The business case for IPv6 in service provider networks – particularly broadband service provider networks – is all about the address supply, and you know the routine well: The IANA IPv4 address pool is gone, the APNIC, ARIN, and RIPE pools will be gone before the end of the year, yadda yadda yadda…
(LACNIC and AfriNIC IPv4 pools will last a bit longer, but they’re on their way to depletion also.)
So if you are a broadband service provider and you want to keep growing your customer base, you had better be well on your way to supporting new customers with IPv6.
But if you run an enterprise network, IPv6 is probably not on your radar at all. Why should it be? Your network is warm and happy behind NAT44, RFC 1918 addresses will easily support projected growth for the foreseeable future, and your public IPv4 addresses are more than enough for your public-facing servers.
Sure, there will be vast herds of new IPv6 users on the Internet in the coming years now that IPv4 is used up. But broadband providers are taking measures to insure that their new IPv6-enabled customers can still reach IPv4-only content through large-scale NAT solutions like NAT444 and DS-Lite. So what’s to worry about?
Well, those LSN-based transitional services are what’s to worry about. As I wrote in a previous article, LSN is a necessary but problematic solution for connecting users to IPv4 content in a post-IPv4 world. It allows service providers to use private IPv4 addresses for the IPv4 side of dual-stacked customers, centralizing their limited pools of public IPv4 addresses where they can be efficiently shared among thousands of users.
But LSNs come with a long list of difficulties. For example:
· Many applications that have been adapted to work though a single NAT44 will break when crossing a double-NAT architecture like NAT444
· Services that identify a user by IP address will have problems when an address on the outside of an LSN is shared by thousands of users
· The stateful address mapping and heavy logging requirements in an LSN may present a performance bottleneck
· LSNs can be a single point of failure, and are an attractive target for CPU depletion or address pool depletion attacks
As an enterprise network operator, is this really your problem? LSNs are in the service provider network, after all.
The effects of LSNs could certainly be your problem. The great majority of end users don’t know how the Internet works, and don’t care how it works. In fact if we do our jobs well, the network should be transparent to them. End users only care about the services they are using. And there’s the rub: If a service is not working correctly, the user is going to blame the provider of that service.

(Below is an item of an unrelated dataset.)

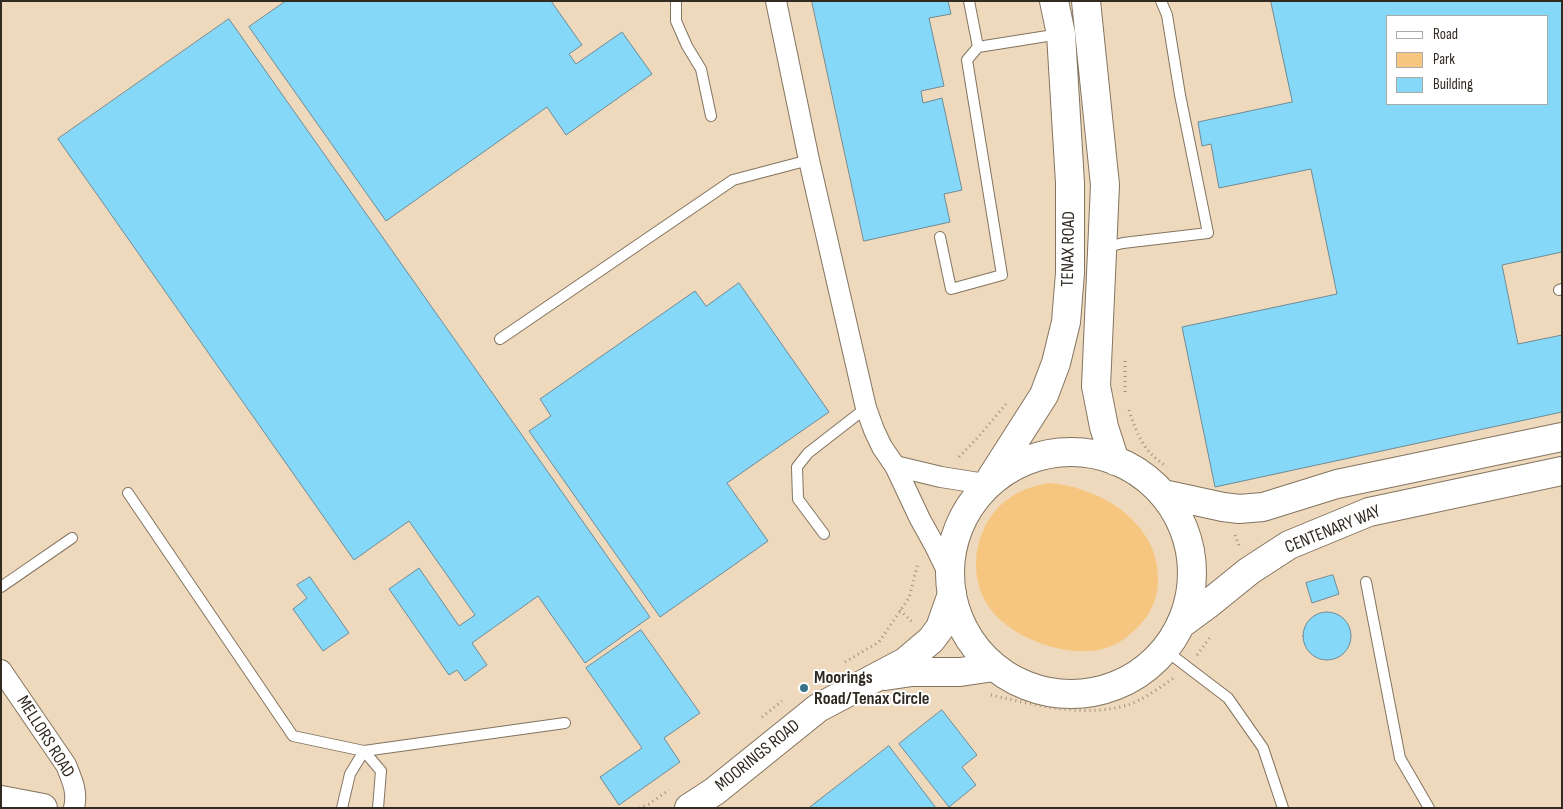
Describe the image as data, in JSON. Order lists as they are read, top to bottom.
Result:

Let’s say you operate a bank’s network. If one of your customers cannot use his online banking services, he is not going to care whether it is his broadband provider’s LSN that is causing the problem. He is going to blame the bank.
And that’s the case for IPv6 in the enterprise. Or more accurately, at the enterprise edge.

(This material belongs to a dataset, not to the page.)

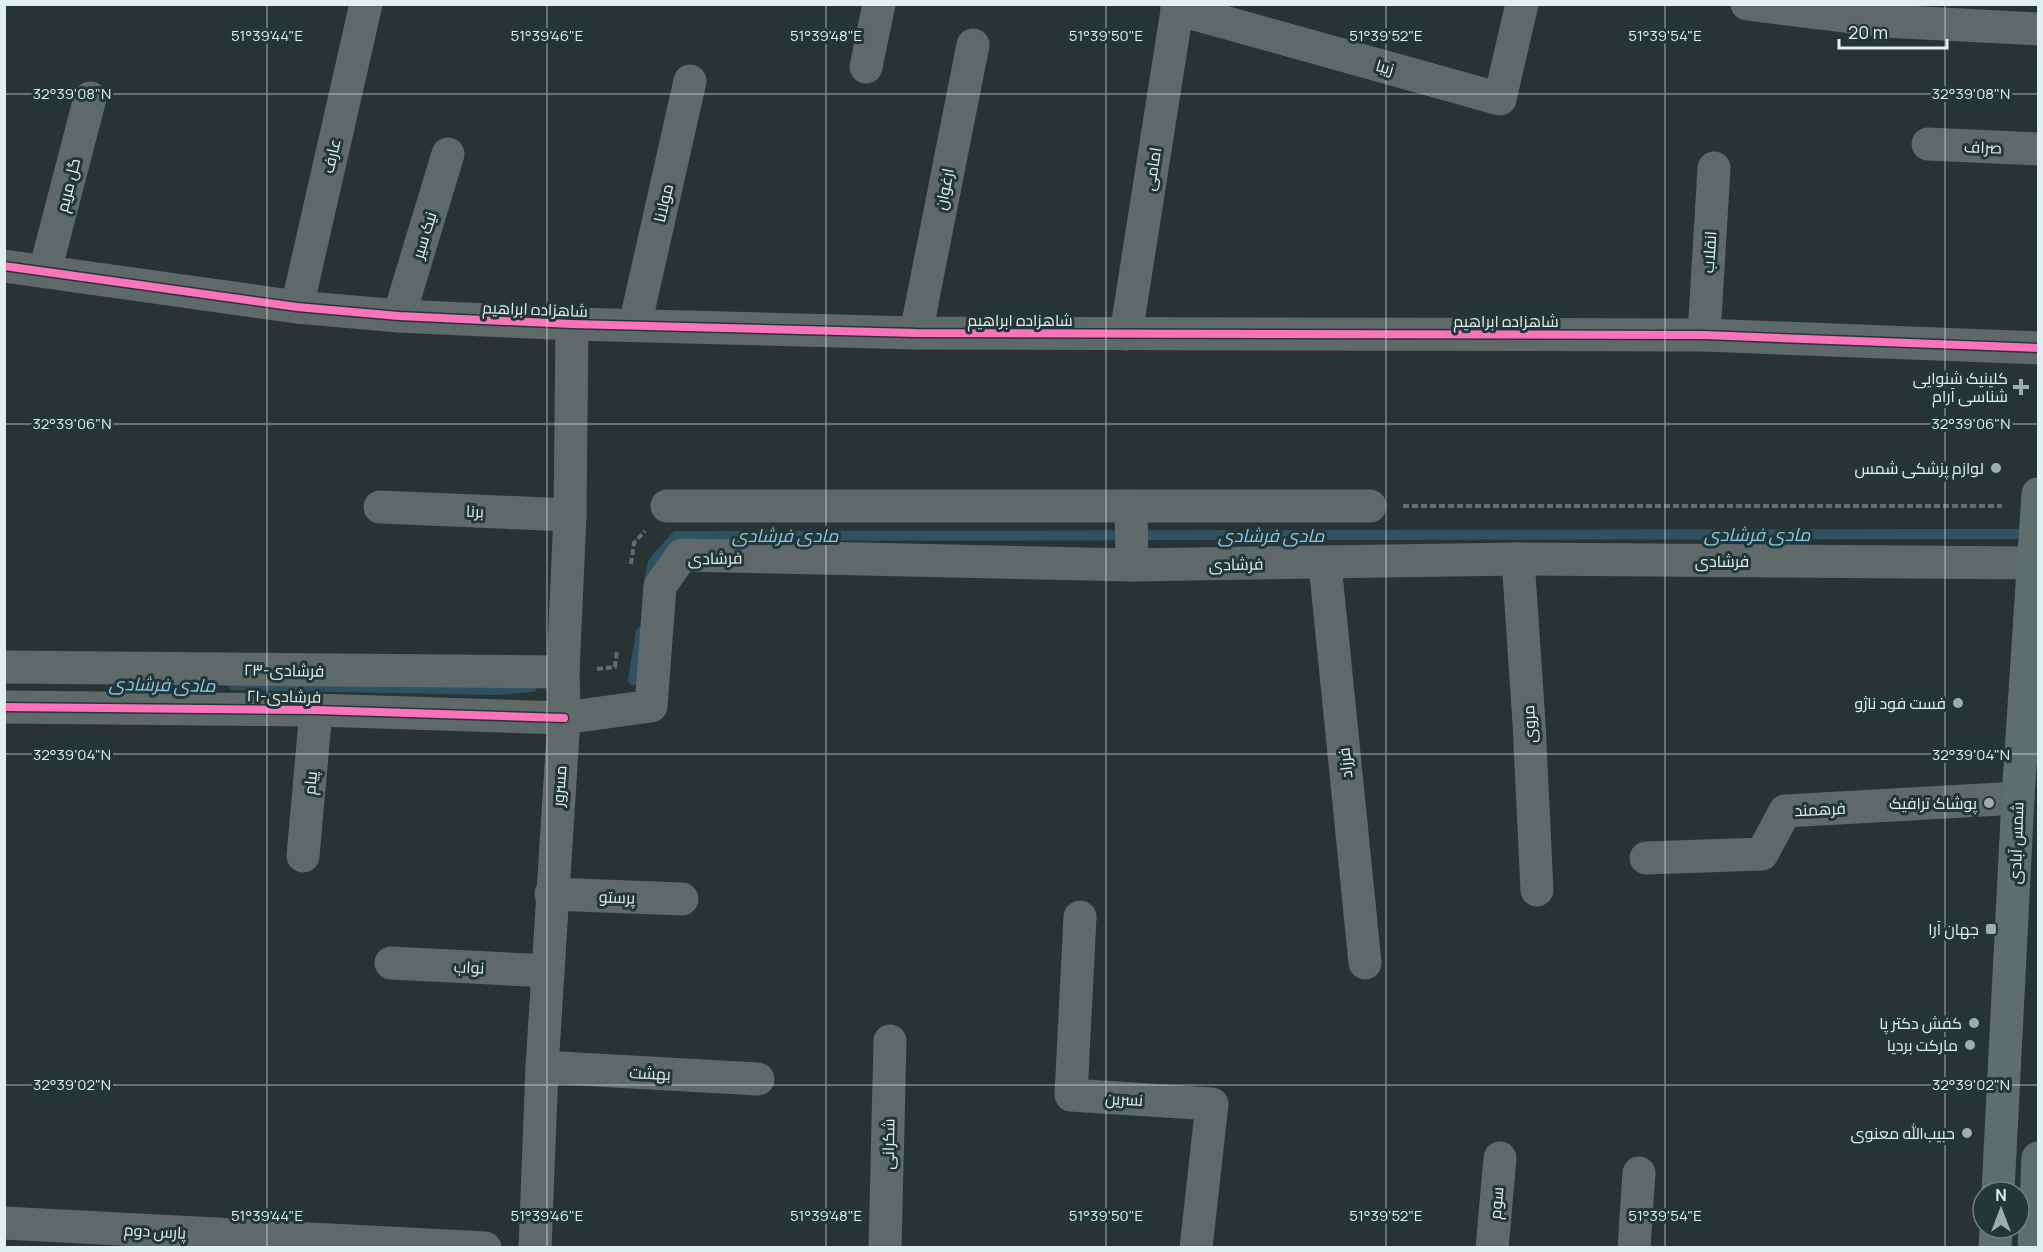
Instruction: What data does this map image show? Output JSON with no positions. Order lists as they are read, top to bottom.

You can remain warm and happy behind your NAT44, for now. There’s not much of a case for IPv6 there yet. But do you run applications accessible by the public? E-commerce? Customer account management? Content provisioning? Perhaps, even, a simple news service where subscribers are allowed to post comments? (Are you listening, Network World?)
The problems of LSN become your problems. And the way to bypass those problems is to bypass LSNs: Make your public services accessible directly over IPv6.